What do we do with imprecatory psalms like Psalm 58? Usually I just excerpt the happier parts, like “surely there is a reward for the righteous”; but it is clear that the meat of this psalm is a prayer for the destruction of certain people. That’s weird. We don’t like a God of wrath and vengeance. That is an arcane concept responsible for eons of atrocities in the name of religion. God is a god of love and acceptance, right? Surely he shouldn’t answer a prayer like the one David prayed in Psalm 58. Furthermore, how can David actually write a song asking for destruction and declaring that God’s people will “rejoice when they see vengeance” and “bathe their feet in the blood of the wicked”?
Here is my claim: these passages should be embraced, not avoided as embarrassing (“Oops, someone forgot to edit that out”). In fact, I suggest imprecatory prayers like this can be prayed in an attitude of faith in God’s future goodness – which is a very good thing.
Why it is good for God to judge
Vengeance is noble and virtuous when it is the exercise of justice. If you have seen Taken, you know the kind of justified wrath I’m talking about. “I don’t know who you are but if you don’t let my daughter go, I will find you. I will kill you.” Ruthless words, but invigorating! The heart says, “Yes! Go gettum, Liam!” There are some sins for which all-hell-breaks-loose war is the only response for any man of courage.
This justice must come from an agent with legal jurisdiction (possessing both the power and responsibility to administer justice in a given situation). For example, it is wrong of me to punish my brother by hitting him for stealing my toy. My “deed of justice” will just spawn a fight of reciprocal acts of “justice” that end up leaving bruises. However, if my father spanks my brother for stealing my toy, justice has been done, because he has jurisdiction over his sons, to preserve their rights.
God has universal jurisdiction over mankind. He is the creator, and he set all the rules by which the world operates, from gravity to morality. God is presented in the Bible as a judge who has the power, the authority, and the responsibility to pay back evil. If you balk at this statement, consider that many sins by powerful people against subjugated people (rape and genocide, for instance) will not be, in any discernible sense, recompensed on earth.
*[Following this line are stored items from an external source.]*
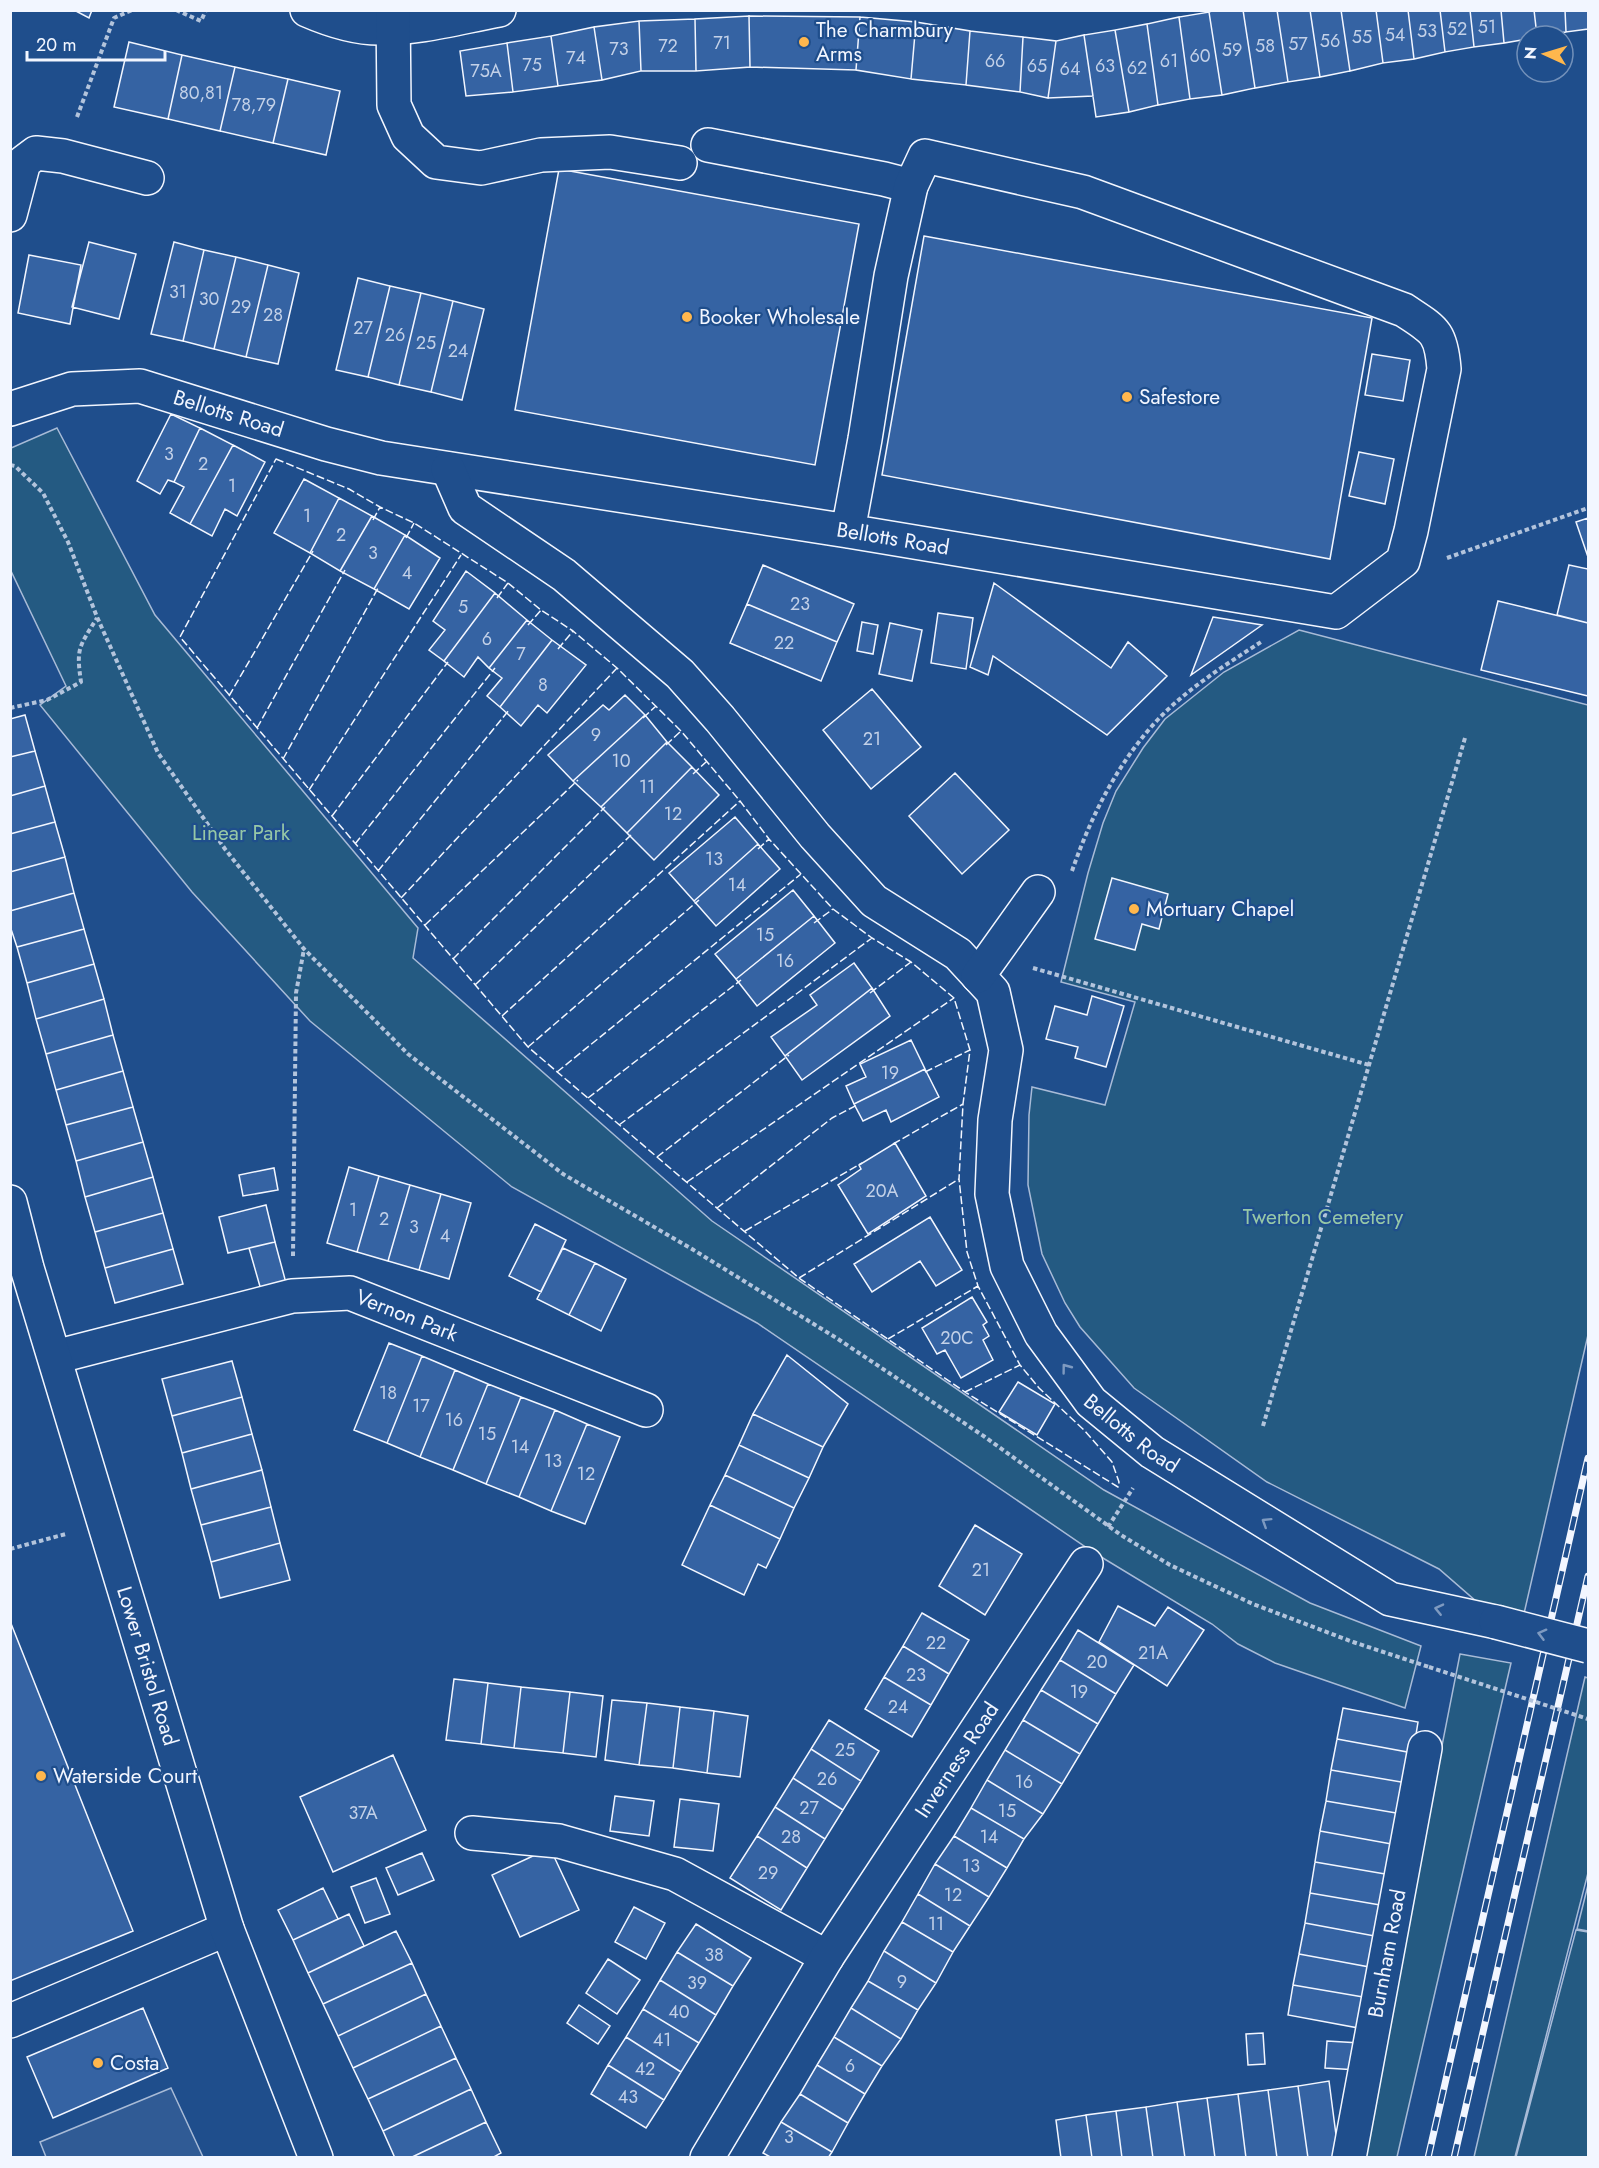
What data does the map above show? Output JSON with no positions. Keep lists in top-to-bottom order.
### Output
{
  "streets": {
    "main road": [
      "Bellotts Road",
      "Vernon Park",
      "Lower Bristol Road",
      "Inverness Road",
      "Burnham Road"
    ]
  },
  "crossings": [
    ["Vernon Park", "Lower Bristol Road"]
  ],
  "parks": ["Linear Park", "Twerton Cemetery"],
  "places": [
    "The Charmbury Arms",
    "Booker Wholesale",
    "Safestore",
    "Mortuary Chapel",
    "Waterside Court",
    "Costa"
  ],
  "house_numbers": [
    "51",
    "52",
    "53",
    "54",
    "55",
    "56",
    "71",
    "57",
    "72",
    "58",
    "73",
    "59",
    "60",
    "74",
    "66",
    "61",
    "75",
    "65",
    "63",
    "62",
    "64",
    "75A",
    "80,81",
    "78,79",
    "31",
    "30",
    "29",
    "28",
    "27",
    "26",
    "25",
    "24",
    "3",
    "2",
    "1",
    "1",
    "2",
    "3",
    "4",
    "23",
    "5",
    "6",
    "22",
    "7",
    "8",
    "9",
    "21",
    "10",
    "11",
    "12",
    "13",
    "14",
    "15",
    "16",
    "19",
    "20A",
    "1",
    "2",
    "3",
    "4",
    "20C",
    "18",
    "17",
    "16",
    "15",
    "14",
    "13",
    "12",
    "21",
    "22",
    "21A",
    "20",
    "23",
    "19",
    "24",
    "25",
    "26",
    "16",
    "27",
    "15",
    "37A",
    "28",
    "14",
    "13",
    "29",
    "12",
    "11",
    "38",
    "9",
    "39",
    "40",
    "41",
    "6",
    "42",
    "43",
    "3"
  ],
  "scale_bar": "20 m",
  "north": "left"
}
When our hearts go out to the victims, we feel that they ought be recompensed — there are unresolved accounts. God feels this infinitely more. And, he has what we do not have when we feel the need for recompense: the power and authority to be the agent of remedy. In fact he is the sole agent who can avenge many of his offended children. So how can he not? Therefore, since God’s wrath is a manifestation of justice, and since he has entire jurisdiction to administer justice, then we welcome his destruction of wickedness and wicked men.
Why it is good for us to ask God to judge
Many people say that, even if it is not wrong for God to judge or exercise the enforcement of judgment, it is wrong for a human to ask for him to. “Let God be the judge.” However, it is possible to have a prayer for wrath that is justified and that demonstrates genuine faith in God. Such a prayer would be virtuous.
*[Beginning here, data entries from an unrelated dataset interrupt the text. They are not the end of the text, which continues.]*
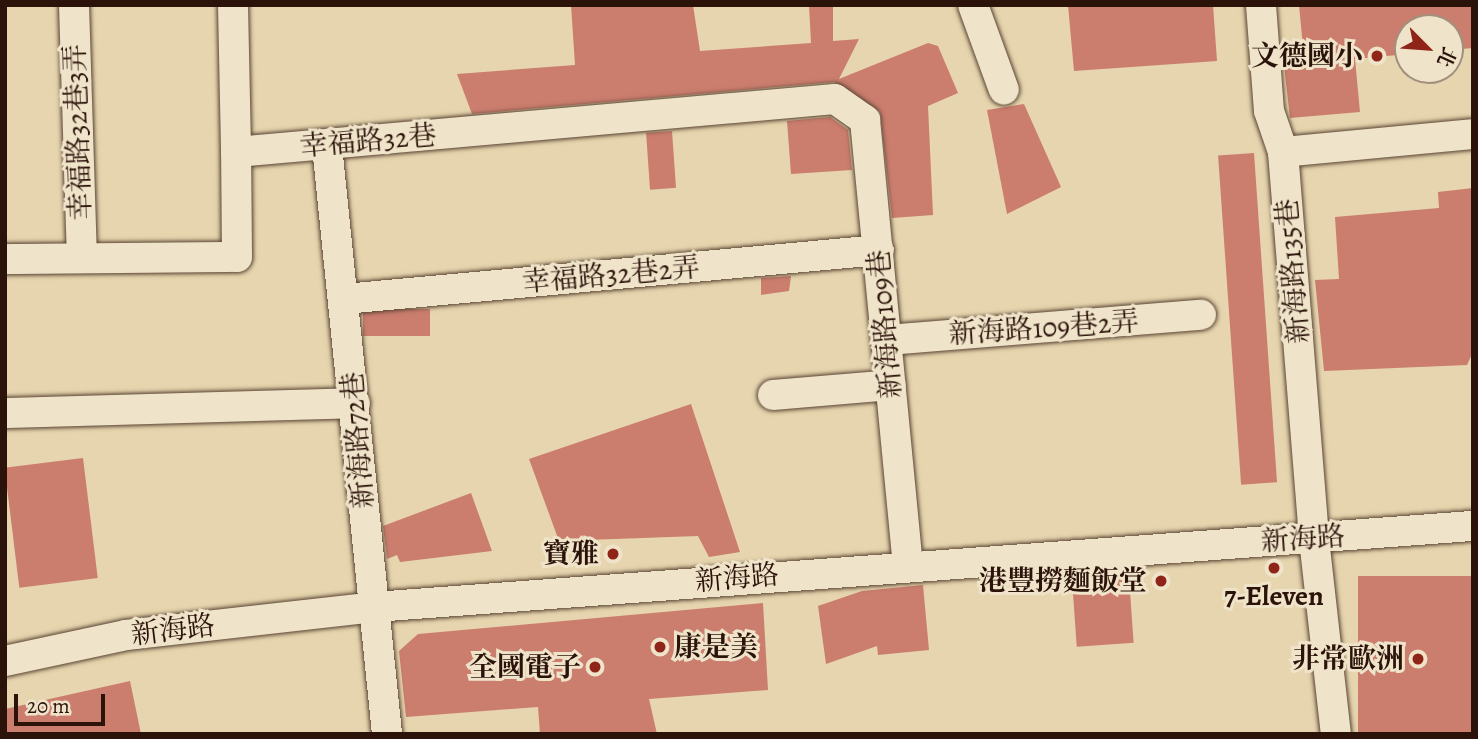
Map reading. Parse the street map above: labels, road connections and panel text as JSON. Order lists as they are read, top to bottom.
{
  "streets": {
    "street": [
      "幸福路32巷3弄",
      "幸福路32巷",
      "新海路135巷",
      "幸福路32巷2弄",
      "新海路109巷",
      "新海路109巷2弄",
      "新海路72巷",
      "新海路"
    ]
  },
  "crossings": [
    ["幸福路32巷", "新海路109巷"],
    ["幸福路32巷", "新海路72巷"],
    ["新海路135巷", "新海路"],
    ["幸福路32巷2弄", "新海路109巷"],
    ["幸福路32巷2弄", "新海路72巷"],
    ["新海路109巷", "新海路109巷2弄"],
    ["新海路109巷", "新海路"],
    ["新海路72巷", "新海路"]
  ],
  "places": [
    "文德國小",
    "寶雅",
    "7-Eleven",
    "港豐撈麵飯堂",
    "康是美",
    "非常歐洲",
    "全國電子"
  ],
  "scale_bar": "20 m",
  "north": "bottom right"
}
First, there are such things as real injuries and violations of right. There is a victim who is simply desperate, whose rights have been desecrated, and whose appeal must be heard by heaven. Who can command silence to the woman whose child has been murdered in cold blood before her eyes, when she is crying out the the sky for justice with many tears, since she has no way to avenge what has been taken from her? To command her silence, we must (at least tacitly) declare that the murderers have done no wrong. We must admit, “There is no inequity. There is no sense in which this woman has had some real right or property taken from her by those men without her consent.” Dare we? Therefore, there are some cases where the cry for wrath is commensurate with real evil.
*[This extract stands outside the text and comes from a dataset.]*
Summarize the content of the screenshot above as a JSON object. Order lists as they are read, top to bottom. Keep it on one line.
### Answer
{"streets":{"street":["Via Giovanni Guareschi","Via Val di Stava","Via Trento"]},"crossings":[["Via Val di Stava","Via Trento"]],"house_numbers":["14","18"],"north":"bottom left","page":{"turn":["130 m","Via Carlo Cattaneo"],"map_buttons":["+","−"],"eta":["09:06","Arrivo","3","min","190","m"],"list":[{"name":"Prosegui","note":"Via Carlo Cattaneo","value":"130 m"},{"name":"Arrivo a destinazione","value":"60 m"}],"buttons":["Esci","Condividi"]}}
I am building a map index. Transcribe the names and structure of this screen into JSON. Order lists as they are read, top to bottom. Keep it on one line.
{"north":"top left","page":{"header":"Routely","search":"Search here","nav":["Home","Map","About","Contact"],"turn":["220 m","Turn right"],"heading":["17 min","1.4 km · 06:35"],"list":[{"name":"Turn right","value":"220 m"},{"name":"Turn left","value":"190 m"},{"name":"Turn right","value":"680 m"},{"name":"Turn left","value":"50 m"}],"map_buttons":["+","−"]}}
Prayers for wrath against real evil can show real faith in God and a rejection of hatred. Here’s how. When I have been wronged, I bear the burden of the need for restitution. If I have the ability to act on this burden, I will do acts of revenge, resulting in cycles of further pain; if I do not have the ability, I will harbor insipid hatred in my heart indefinitely, which is also wrong. The only way out of this is to release the burden of the need for restitution. If I cry out to God, I am saying in essence, “God, this inequity is consuming me, I cannot bear it! I release the justice that must be done in this area to you and trust that you will make it right.” By trusting in the future justice of God, I can leave behind the bonds of the responsibility for vengeance. Praying for vengeance puts vengeance in the hands of a merciful and just God (where it belongs) and keeps it out of the heart, where it would slowly poison.
Therefore, imprecatory prayers can be loving. Loving toward victims because they defend justice. Loving toward perpetrators because they refuse to harbor hatred or do vengeance. Loving toward God because they place hope in him as judge, and thus make him look glorious. Praying for wrath is dumping hatred in the right place, venting to the right ear. By trusting in the power and justice of the God who judges righteously, cries for justice and punishment can be the gateway to forgiveness and freedom.